[[ Available data, beginning ]]
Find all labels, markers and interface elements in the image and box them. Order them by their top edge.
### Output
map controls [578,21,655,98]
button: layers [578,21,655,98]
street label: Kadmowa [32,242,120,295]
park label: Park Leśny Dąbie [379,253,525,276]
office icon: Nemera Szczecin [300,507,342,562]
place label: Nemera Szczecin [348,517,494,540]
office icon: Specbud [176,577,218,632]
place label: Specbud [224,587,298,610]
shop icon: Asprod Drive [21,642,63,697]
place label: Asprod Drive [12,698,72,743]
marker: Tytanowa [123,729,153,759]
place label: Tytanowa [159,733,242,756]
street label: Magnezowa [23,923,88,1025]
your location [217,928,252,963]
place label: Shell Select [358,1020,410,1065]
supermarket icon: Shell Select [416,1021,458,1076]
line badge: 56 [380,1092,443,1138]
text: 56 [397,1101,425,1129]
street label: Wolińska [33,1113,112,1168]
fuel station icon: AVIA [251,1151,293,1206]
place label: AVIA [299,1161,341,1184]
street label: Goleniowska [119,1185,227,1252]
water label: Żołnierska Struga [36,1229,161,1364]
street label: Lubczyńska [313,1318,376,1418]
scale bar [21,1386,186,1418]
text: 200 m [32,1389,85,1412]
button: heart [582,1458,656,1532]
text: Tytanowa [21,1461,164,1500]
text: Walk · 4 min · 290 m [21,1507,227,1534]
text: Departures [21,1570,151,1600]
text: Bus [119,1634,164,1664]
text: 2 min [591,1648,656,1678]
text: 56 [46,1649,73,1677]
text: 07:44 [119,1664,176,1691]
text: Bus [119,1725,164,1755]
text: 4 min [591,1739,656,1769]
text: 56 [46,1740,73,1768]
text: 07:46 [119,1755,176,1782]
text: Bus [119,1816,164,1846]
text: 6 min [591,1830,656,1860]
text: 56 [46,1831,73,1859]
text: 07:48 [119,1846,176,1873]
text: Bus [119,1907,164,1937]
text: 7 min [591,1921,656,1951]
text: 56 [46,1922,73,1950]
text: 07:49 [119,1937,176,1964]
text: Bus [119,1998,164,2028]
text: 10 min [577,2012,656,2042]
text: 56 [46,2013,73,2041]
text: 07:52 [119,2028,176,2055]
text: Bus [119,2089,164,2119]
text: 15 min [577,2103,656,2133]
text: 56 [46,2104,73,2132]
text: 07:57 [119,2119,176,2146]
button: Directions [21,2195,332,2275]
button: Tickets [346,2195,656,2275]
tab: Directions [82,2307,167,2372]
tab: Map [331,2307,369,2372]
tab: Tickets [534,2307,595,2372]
[[ Available data, end ]]
* **What you should do**:
Using the listing above, return all lines where the word "Tytanowa" occurs.

* **Exercise result**:
marker: Tytanowa [123,729,153,759]
place label: Tytanowa [159,733,242,756]
text: Tytanowa [21,1461,164,1500]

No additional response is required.